An automated methodology for assessment of protein stability using nanograms of protein

In this talk, we demonstrate how the Fida 1 platform can be utilized for probing conformational stability of therapeutic proteins using as little as 40 ng protein per measurement combined with walkaway automation. We report C[m]-values as well as the free energy of unfolding for adalimumab, rituximab, and human serum albumin at different pH-values. The developed method measures the change in hydrodynamic radius and intrinsic fluorescence of a protein during in-line denaturation with guanidinium chloride.

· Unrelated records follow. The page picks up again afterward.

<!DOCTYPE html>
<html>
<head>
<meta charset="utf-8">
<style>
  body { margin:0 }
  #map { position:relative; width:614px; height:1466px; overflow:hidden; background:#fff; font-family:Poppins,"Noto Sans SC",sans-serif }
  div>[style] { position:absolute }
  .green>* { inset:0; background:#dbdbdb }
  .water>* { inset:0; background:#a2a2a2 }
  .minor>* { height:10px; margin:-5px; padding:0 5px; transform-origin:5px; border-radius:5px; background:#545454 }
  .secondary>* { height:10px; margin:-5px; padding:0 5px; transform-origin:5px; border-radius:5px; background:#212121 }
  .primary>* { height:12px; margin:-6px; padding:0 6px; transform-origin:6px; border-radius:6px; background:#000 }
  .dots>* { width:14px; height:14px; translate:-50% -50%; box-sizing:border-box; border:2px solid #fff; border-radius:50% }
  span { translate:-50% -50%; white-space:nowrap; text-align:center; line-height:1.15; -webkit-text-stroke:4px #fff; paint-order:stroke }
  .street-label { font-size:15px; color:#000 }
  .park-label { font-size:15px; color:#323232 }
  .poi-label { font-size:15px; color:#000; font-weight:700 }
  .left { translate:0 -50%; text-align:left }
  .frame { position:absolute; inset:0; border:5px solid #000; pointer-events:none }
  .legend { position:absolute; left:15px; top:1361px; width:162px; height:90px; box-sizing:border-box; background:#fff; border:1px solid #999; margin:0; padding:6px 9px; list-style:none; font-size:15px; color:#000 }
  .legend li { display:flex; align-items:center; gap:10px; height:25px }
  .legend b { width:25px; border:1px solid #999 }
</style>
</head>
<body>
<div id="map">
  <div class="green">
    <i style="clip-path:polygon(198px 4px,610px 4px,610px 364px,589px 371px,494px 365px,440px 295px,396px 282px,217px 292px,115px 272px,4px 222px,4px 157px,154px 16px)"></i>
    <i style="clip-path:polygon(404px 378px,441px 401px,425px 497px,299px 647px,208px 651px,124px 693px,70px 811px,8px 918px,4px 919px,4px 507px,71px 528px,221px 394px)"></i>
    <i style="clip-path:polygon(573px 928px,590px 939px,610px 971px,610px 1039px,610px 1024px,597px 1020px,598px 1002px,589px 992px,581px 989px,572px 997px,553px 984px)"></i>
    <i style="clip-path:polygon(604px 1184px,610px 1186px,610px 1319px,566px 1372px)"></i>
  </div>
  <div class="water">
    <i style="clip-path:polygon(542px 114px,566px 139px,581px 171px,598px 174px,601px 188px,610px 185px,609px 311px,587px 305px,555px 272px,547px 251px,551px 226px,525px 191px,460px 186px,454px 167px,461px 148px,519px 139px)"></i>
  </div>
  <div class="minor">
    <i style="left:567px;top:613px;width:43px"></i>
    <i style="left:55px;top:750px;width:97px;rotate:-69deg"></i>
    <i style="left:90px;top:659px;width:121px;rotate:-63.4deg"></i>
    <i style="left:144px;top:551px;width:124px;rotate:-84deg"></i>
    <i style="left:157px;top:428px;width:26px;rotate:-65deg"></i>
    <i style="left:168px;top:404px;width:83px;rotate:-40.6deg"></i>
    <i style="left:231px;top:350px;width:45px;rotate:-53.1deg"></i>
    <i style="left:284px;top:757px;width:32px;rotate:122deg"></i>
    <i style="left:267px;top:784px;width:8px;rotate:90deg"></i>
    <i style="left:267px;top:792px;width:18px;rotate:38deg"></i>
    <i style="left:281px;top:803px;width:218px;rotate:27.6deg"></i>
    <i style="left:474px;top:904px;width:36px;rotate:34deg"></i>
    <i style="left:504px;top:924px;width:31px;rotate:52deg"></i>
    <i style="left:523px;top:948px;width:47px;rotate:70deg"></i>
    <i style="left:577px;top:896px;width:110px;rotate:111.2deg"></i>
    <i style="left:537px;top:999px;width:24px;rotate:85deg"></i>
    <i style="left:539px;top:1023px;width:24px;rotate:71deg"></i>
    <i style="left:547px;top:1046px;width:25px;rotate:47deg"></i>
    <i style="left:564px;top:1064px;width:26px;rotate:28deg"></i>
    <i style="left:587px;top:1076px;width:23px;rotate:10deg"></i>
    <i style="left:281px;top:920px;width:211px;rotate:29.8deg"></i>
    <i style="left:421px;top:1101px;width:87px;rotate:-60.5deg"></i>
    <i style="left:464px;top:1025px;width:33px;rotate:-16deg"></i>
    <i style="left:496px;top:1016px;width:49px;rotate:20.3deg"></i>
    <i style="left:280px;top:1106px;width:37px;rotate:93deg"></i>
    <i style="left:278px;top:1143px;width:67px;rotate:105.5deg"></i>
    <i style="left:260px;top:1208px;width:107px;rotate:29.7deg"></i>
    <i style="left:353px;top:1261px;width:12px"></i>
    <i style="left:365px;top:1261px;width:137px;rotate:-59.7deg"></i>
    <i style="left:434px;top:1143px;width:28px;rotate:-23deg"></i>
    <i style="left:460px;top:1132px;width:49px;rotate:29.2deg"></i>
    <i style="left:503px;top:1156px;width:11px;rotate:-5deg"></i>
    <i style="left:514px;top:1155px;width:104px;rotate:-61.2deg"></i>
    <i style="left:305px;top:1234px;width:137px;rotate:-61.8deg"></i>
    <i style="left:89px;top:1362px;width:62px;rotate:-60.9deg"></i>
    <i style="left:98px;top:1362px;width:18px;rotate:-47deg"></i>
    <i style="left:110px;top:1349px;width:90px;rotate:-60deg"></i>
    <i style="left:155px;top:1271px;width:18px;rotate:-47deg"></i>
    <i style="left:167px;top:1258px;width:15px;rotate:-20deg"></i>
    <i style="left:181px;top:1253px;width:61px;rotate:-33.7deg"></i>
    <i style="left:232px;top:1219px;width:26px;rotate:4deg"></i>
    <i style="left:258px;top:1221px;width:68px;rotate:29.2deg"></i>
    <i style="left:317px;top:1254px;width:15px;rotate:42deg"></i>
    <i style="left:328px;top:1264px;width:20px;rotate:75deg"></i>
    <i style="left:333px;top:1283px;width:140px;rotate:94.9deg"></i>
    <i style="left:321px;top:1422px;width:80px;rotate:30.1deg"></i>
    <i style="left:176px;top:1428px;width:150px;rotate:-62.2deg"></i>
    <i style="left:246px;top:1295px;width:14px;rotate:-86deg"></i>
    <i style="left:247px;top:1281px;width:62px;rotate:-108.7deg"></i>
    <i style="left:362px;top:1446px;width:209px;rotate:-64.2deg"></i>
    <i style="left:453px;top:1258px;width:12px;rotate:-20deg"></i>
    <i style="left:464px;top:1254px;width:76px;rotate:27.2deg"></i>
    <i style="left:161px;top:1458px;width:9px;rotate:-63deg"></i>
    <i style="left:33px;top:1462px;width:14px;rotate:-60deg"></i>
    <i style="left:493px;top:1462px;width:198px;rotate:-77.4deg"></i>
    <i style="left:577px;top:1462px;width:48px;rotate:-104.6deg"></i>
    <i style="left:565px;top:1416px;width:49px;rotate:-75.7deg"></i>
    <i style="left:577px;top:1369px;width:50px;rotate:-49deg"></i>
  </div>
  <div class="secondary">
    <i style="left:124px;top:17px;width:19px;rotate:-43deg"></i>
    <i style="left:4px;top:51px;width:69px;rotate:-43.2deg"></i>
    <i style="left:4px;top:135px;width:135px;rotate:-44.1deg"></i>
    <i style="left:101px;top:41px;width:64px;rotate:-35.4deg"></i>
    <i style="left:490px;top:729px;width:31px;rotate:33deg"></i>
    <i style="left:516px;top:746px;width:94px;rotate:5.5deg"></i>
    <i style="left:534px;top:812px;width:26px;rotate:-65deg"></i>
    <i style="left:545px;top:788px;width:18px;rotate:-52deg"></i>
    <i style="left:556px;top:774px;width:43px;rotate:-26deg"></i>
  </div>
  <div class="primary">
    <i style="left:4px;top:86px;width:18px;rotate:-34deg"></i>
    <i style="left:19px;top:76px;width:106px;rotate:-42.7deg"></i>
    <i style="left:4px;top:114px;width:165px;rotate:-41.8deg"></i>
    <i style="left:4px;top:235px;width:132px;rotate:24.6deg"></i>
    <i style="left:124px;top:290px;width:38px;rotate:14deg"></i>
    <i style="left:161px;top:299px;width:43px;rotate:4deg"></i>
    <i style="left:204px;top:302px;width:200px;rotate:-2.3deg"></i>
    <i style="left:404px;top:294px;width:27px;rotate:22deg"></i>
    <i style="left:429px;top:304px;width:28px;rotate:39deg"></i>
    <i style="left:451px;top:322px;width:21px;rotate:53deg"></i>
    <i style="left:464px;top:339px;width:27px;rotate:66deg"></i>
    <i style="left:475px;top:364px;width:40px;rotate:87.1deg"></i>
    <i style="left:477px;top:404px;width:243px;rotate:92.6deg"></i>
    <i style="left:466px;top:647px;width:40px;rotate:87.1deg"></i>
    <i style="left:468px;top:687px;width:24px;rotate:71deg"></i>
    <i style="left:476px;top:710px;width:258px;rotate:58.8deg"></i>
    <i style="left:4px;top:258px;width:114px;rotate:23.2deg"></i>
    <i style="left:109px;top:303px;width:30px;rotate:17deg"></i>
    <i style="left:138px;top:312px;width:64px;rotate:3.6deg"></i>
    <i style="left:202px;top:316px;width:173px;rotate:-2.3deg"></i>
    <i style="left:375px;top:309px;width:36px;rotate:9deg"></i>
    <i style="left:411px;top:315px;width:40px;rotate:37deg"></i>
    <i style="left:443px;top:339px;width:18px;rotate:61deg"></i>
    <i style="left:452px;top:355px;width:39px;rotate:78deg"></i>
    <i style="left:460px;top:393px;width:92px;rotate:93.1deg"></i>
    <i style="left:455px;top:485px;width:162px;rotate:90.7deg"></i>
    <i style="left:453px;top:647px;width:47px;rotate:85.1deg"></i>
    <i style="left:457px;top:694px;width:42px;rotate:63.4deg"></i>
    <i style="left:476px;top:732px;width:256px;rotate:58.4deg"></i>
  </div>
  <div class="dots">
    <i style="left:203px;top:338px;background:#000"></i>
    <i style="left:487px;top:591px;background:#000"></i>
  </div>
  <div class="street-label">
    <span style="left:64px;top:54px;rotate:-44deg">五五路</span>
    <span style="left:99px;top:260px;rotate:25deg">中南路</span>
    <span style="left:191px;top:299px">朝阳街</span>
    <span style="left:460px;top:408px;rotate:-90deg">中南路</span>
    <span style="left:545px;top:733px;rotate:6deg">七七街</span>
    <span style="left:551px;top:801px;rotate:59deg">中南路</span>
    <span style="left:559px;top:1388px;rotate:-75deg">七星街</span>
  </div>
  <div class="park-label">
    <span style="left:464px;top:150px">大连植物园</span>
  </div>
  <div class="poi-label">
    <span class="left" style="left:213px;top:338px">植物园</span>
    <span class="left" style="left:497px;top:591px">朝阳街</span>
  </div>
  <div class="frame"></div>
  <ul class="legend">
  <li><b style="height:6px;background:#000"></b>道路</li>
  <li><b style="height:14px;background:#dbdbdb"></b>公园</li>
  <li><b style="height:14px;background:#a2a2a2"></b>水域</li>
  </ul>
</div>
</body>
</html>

The conformational stability of proteins plays a key role in the understanding of living systems as well as in the development of therapeutic proteins. Protein stability data is typically obtained by observing relative changes in optical properties such as fluorescence and/or scattering under thermal or chemical perturbations. The Fida 1 instrument utilizes absolute measurements of hydrodynamic radius and intrinsic fluorescence applying Taylor dispersion analysis (TDA) and LED-UV fluorescence detection. The Fida technology is a “first principles” methodology meaning that assay readout can be predicted from the protein structure (e.g., from PDB files). The simple workflow and low sample consumption (40 ng protein) of the Fida methodology makes it ideal for assessing protein characteristics related to stability in early drug development or when having scarce amounts of sample.